* _THE DATA_:
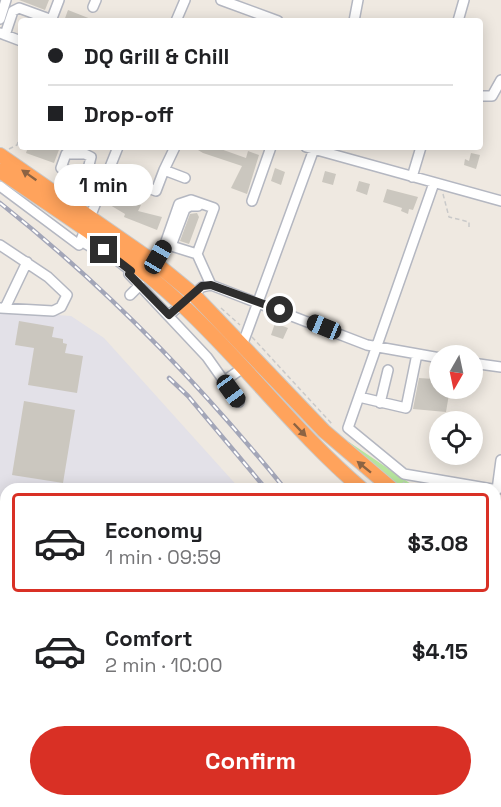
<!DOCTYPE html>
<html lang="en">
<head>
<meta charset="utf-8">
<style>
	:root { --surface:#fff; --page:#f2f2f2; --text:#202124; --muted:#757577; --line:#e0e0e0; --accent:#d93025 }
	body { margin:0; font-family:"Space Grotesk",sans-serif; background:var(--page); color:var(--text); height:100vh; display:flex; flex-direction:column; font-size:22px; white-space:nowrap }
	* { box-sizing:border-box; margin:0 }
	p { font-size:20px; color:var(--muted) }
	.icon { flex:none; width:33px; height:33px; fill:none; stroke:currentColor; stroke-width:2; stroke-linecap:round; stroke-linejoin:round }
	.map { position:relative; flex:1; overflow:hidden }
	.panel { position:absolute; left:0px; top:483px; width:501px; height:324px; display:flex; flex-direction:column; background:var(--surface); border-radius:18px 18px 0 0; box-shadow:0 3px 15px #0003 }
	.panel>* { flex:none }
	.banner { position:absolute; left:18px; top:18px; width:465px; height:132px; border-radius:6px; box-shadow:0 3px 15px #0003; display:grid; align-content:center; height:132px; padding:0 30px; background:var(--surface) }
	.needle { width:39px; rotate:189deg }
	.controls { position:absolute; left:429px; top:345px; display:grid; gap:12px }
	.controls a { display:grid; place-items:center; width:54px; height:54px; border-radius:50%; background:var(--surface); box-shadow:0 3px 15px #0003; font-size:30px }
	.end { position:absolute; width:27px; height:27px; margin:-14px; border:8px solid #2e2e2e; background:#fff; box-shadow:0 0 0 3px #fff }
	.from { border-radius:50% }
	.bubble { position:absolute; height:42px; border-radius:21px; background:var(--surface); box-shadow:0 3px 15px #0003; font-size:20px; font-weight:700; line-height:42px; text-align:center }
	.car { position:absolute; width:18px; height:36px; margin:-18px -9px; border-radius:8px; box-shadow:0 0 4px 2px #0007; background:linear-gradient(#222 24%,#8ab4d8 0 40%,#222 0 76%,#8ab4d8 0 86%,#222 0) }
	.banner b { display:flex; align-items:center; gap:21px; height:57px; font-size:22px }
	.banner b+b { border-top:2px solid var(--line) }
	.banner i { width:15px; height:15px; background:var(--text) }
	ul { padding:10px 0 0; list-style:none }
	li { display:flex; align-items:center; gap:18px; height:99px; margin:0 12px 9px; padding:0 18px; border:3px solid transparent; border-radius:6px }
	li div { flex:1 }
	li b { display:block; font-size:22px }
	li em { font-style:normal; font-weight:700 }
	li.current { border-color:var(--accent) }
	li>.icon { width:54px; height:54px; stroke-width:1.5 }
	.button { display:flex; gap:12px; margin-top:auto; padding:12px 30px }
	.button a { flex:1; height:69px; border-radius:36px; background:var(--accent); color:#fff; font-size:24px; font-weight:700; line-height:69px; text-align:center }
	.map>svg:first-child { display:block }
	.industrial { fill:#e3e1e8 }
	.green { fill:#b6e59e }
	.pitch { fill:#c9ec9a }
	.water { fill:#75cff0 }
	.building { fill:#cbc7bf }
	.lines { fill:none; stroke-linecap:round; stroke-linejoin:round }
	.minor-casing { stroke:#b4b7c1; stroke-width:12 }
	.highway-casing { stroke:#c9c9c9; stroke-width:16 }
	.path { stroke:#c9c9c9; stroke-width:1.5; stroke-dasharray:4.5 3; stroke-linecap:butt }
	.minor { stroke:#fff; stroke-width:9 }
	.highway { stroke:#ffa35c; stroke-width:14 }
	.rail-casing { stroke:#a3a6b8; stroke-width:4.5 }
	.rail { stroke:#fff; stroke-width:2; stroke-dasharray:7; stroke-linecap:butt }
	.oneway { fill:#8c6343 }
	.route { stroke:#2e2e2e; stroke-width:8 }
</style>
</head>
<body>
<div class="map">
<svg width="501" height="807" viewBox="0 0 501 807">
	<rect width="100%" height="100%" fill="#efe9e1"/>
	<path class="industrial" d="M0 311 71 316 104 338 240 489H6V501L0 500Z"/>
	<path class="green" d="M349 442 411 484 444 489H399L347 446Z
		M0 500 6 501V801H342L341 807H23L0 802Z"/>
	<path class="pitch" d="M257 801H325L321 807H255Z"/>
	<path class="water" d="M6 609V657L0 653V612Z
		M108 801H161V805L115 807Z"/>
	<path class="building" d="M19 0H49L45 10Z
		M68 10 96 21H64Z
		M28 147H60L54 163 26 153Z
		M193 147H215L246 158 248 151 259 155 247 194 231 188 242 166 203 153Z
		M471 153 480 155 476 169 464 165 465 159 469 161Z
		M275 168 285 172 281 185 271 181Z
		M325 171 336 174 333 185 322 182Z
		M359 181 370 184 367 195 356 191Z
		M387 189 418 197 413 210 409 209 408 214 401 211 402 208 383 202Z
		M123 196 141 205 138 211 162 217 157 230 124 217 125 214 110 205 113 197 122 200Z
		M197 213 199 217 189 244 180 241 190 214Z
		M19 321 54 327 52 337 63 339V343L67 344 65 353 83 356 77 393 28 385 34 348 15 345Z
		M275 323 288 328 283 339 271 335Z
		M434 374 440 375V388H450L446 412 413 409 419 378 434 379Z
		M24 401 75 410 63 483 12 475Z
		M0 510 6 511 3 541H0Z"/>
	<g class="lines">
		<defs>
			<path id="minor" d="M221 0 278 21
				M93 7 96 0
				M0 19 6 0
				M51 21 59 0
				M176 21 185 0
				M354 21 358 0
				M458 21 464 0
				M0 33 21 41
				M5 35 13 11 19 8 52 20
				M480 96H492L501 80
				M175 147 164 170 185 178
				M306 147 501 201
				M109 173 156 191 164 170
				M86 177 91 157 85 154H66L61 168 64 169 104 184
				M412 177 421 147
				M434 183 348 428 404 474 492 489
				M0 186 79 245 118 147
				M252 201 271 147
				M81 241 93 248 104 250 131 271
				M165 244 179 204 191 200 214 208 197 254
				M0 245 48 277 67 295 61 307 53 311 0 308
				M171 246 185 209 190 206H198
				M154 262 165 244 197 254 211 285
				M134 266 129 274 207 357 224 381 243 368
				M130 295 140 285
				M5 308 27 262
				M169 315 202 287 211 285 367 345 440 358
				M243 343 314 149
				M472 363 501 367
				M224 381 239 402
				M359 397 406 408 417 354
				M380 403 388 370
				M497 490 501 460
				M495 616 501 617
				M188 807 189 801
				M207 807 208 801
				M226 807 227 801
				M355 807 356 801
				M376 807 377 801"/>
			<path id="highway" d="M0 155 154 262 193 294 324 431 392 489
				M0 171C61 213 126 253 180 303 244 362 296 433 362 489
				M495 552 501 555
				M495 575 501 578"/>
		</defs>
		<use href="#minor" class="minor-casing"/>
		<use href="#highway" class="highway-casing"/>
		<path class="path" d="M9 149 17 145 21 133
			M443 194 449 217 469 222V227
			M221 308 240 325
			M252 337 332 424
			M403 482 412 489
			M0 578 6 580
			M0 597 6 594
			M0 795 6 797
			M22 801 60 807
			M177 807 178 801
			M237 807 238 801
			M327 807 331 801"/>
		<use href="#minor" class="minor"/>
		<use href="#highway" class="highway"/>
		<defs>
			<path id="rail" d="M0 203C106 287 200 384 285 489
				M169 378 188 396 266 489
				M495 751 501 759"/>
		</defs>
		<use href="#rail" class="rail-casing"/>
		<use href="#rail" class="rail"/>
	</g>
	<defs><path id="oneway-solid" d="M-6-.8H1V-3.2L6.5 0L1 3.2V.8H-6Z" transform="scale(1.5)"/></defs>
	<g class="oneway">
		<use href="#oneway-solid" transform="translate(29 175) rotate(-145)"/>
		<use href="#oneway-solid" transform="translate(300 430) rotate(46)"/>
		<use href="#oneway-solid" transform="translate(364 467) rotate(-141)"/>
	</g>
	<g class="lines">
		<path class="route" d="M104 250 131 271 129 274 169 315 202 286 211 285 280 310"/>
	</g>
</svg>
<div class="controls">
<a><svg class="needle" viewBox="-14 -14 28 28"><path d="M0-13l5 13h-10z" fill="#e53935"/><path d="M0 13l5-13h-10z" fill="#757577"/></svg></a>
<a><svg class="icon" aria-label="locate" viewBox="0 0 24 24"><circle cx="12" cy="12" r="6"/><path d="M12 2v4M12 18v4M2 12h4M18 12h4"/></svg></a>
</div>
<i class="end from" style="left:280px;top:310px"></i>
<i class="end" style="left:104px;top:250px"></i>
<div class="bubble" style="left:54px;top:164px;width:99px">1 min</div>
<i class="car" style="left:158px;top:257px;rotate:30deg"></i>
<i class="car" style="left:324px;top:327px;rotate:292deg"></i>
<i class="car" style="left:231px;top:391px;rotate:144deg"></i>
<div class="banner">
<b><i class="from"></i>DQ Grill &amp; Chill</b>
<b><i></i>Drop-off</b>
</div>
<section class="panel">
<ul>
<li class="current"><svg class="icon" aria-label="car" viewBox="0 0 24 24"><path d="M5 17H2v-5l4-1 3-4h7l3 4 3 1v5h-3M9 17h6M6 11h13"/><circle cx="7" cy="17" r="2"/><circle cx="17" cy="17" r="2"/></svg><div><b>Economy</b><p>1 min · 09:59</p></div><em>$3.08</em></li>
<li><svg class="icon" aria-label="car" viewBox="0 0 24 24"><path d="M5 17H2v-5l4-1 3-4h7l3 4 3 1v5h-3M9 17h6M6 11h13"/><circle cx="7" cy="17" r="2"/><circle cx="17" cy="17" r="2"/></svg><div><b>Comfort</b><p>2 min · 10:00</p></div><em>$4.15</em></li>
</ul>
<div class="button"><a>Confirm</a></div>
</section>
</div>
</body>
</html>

* _WORK INSTRUCTIONS_:
Repeat exactly the lines from the first line of the records above through the line containing "position:absolute; width:18px; height:36px;", both included. Leave out the pictures.

* _SOLUTION_:
<!DOCTYPE html>
<html lang="en">
<head>
<meta charset="utf-8">
<style>
	:root { --surface:#fff; --page:#f2f2f2; --text:#202124; --muted:#757577; --line:#e0e0e0; --accent:#d93025 }
	body { margin:0; font-family:"Space Grotesk",sans-serif; background:var(--page); color:var(--text); height:100vh; display:flex; flex-direction:column; font-size:22px; white-space:nowrap }
	* { box-sizing:border-box; margin:0 }
	p { font-size:20px; color:var(--muted) }
	.icon { flex:none; width:33px; height:33px; fill:none; stroke:currentColor; stroke-width:2; stroke-linecap:round; stroke-linejoin:round }
	.map { position:relative; flex:1; overflow:hidden }
	.panel { position:absolute; left:0px; top:483px; width:501px; height:324px; display:flex; flex-direction:column; background:var(--surface); border-radius:18px 18px 0 0; box-shadow:0 3px 15px #0003 }
	.panel>* { flex:none }
	.banner { position:absolute; left:18px; top:18px; width:465px; height:132px; border-radius:6px; box-shadow:0 3px 15px #0003; display:grid; align-content:center; height:132px; padding:0 30px; background:var(--surface) }
	.needle { width:39px; rotate:189deg }
	.controls { position:absolute; left:429px; top:345px; display:grid; gap:12px }
	.controls a { display:grid; place-items:center; width:54px; height:54px; border-radius:50%; background:var(--surface); box-shadow:0 3px 15px #0003; font-size:30px }
	.end { position:absolute; width:27px; height:27px; margin:-14px; border:8px solid #2e2e2e; background:#fff; box-shadow:0 0 0 3px #fff }
	.from { border-radius:50% }
	.bubble { position:absolute; height:42px; border-radius:21px; background:var(--surface); box-shadow:0 3px 15px #0003; font-size:20px; font-weight:700; line-height:42px; text-align:center }
	.car { position:absolute; width:18px; height:36px; margin:-18px -9px; border-radius:8px; box-shadow:0 0 4px 2px #0007; background:linear-gradient(#222 24%,#8ab4d8 0 40%,#222 0 76%,#8ab4d8 0 86%,#222 0) }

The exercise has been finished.